The poro-elasticity solution has been validated in our previous paper (Wei et al. 2021). The reliability and accuracy of fracture propagation model are validated through modeling the hydraulic fracture initiation and propagation. Figure 5 shows the comparison of the fracture geometry using the finite element (FE) model of this study and using the analytical solution by Geertsma and de Klerk (Geertsma and Klerk 1969). The analytical solution is developed for a plane strain, vertical, fluid-driven fracture propagating in a homogeneous, impermeable formation. Geertsma and de Klerk obtain the following approximate solutions (without fluid leak-off):

$$L = 0.68\left[ {\frac{{GQ^{3} }}{{\left( {1 - v} \right)\mu h^{4} }}} \right]^{\frac{1}{5}} \,t\,^{\frac{4}{5}}$$
(25)
$$w_{0} = 2.5\left[ {\frac{{\left( {1 - v} \right)\mu Q^{2} }}{Gh}} \right]^{\frac{1}{5}} \,t\,^{\frac{1}{5}}$$
(26)
$$p_{w} = 0.96\left[ {\frac{{2G^{3} Q\mu }}{{\left( {1 - v} \right)^{3} L^{6} }}} \right]^{\frac{1}{4}}$$
(27)

where G is the shear modulus, Pa; Q is the fluid injection rate, m2/s; v is the Poisson’s ratio; μ is the frac-fluid viscosity; h is the height of the fracture, m; w0 is the width of the fracture; pw is the local fracture width; L is the length of the fracture.

Fig. 5
figure 5

Simulated fracture geometry during different injection time spans using the KGD model and the model of this study: a fracture length; b fracture aperture; c net pressure

Table 3 shows the parameters of both models. The simulation results in Fig. 5 demonstrate that these two models match closely with each other.

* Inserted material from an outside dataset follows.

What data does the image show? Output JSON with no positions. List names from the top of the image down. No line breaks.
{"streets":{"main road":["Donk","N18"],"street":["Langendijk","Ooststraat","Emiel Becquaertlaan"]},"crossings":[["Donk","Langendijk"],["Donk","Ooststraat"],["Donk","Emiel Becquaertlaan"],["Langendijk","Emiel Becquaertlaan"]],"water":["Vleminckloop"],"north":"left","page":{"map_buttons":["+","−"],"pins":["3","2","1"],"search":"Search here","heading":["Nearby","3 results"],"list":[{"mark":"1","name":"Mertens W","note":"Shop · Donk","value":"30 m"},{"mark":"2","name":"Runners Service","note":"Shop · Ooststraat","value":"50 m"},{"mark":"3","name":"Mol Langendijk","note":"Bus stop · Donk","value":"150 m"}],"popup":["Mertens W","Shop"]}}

Table 3 Input parameters for the model validation

Simulation results and discussion

Stress evolution before reinjection

There were two phases of oil production in the neighboring wells. In the first phase, the side well M-P1 produced 821 days starting from Sep 2013, yielding 11,156.79 t of produced crude oil. In the second phase starting from Dec 2015, the parent wells M-P2, and M-P3 yielded 23,686.88 and 26,170.95 t, respectively, while the side well M-P1 produced another 12,358.92 t of oil. The production history is given in Table 4.

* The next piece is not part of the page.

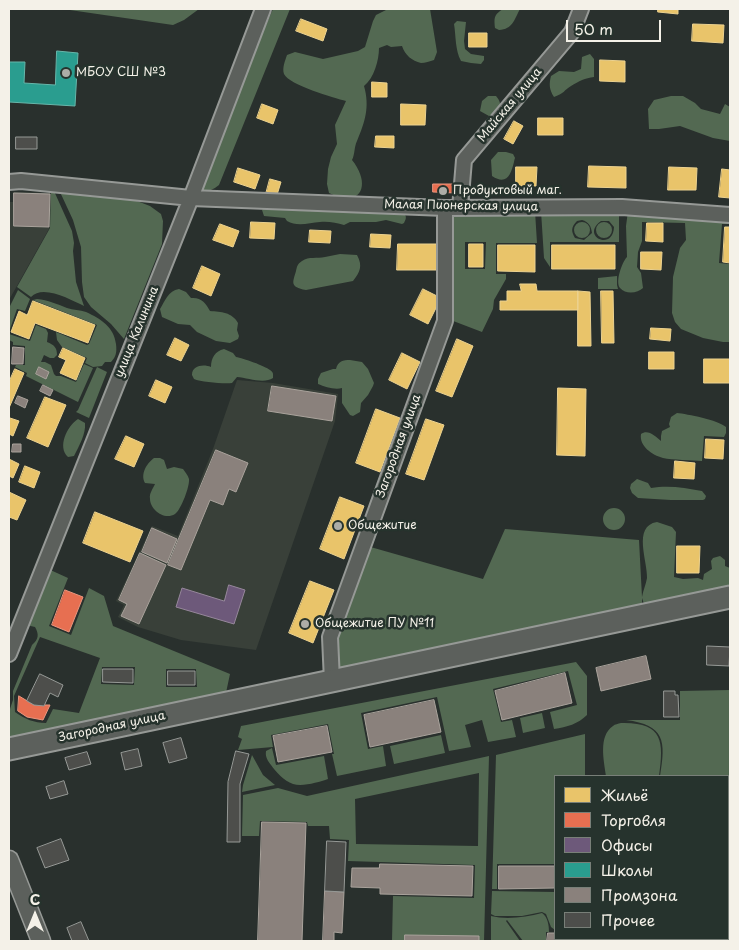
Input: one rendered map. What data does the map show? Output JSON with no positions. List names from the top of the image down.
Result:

Table 4 The production history of the side well and the two parent wells

The governing equations in Sect. "Governing equations for stress evolution and fracture propagation" were applied to the model in Sect. "Field model setup", based on which the problem was solved on the COMSOL finite element platform. The borehole pressure used for the production simulation and the pressure distribution of the simulation model are consistent with the field production log data. The production data obtained from the numerical simulation are close to the recorded, as displayed in Table 4. The formation pressure, minimum horizontal stress, and orientation of maximum horizontal stress after phase one are calculated and presented in Fig. 6. It is demonstrated that after phase one production, the formation pressure p in well M-P1 decreased from 35 to 12 MPa, while the minimum horizontal stress σh declined from 56 to 46 MPa. The orientation of maximum horizontal stress σH is most significantly affected at the south end of well M-P1, displaying a rotation of up to 30° to its original azimuth (marked by the red ellipse in Fig. 6c).

Fig. 6
figure 6

Pressure and stress fields after the phase one production: a formation pressure p; b minimum horizontal stress; c orientation of maximum horizontal stress σH

After phase two production, the formation pressure and minimum horizontal stress experience a further decrease, as demonstrated in Fig. 7. The minimum magnitude of p and σh exist in well M-P3, displaying a value of 10 and 40 MPa, respectively. Compare Fig. 7a and b, the influence of production on σh is larger, and the σh reduction area is mainly concentrated in the area parallel to the wellbore (red dotted box area). The orientation of σH has been dramatically altered relative to its state after phase one production. The rotation angles can up to 50° at the end of the wellbore (with the most disturbed regions highlighted by blue circles). It must be noted that an upcoming infill (child) well (named well M-I2) is to be placed in between wells M-P2 and M-P3. Figure 8 shows the orientation of maximum horizontal stress along the M-I2 wellbore at different production time periods. The orientation angle of σh significantly increases relative to the horizontal as the production time increases. Therefore, the depleted pressure and the changed azimuth of σH can adversely influence the fracture network configuration and the corresponding SRV of the infill well.

Fig. 7
figure 7

Pressure and stress fields after the phase two production: a formation pressure p; b minimum horizontal stress σh; c orientation of maximum horizontal stress σH

Fig. 8
figure 8

Orientation of maximum horizontal stress along the M-I2 wellbore at different production time spans

The next step is to design a proper reinjection scheme that can restore to the maximum extent the original pressure, magnitudes, and orientations of the stresses. Meanwhile, the duration of soaking after injection would also play an important role in retrieving the initial pressure and stress states. A designed setup of injection schemes is given in Table 5. To quantitatively describe the total volume of injection fluid, an injection coefficient (ξi) is defined as the ratio of injection volume (Vi) to the depletion volume (Vd), being expressed as ξi = Vi/Vd. For example, if the depletion volume of M-P1 is 44655 m3, and the total injection volume is 15111, then ξi = 0.34.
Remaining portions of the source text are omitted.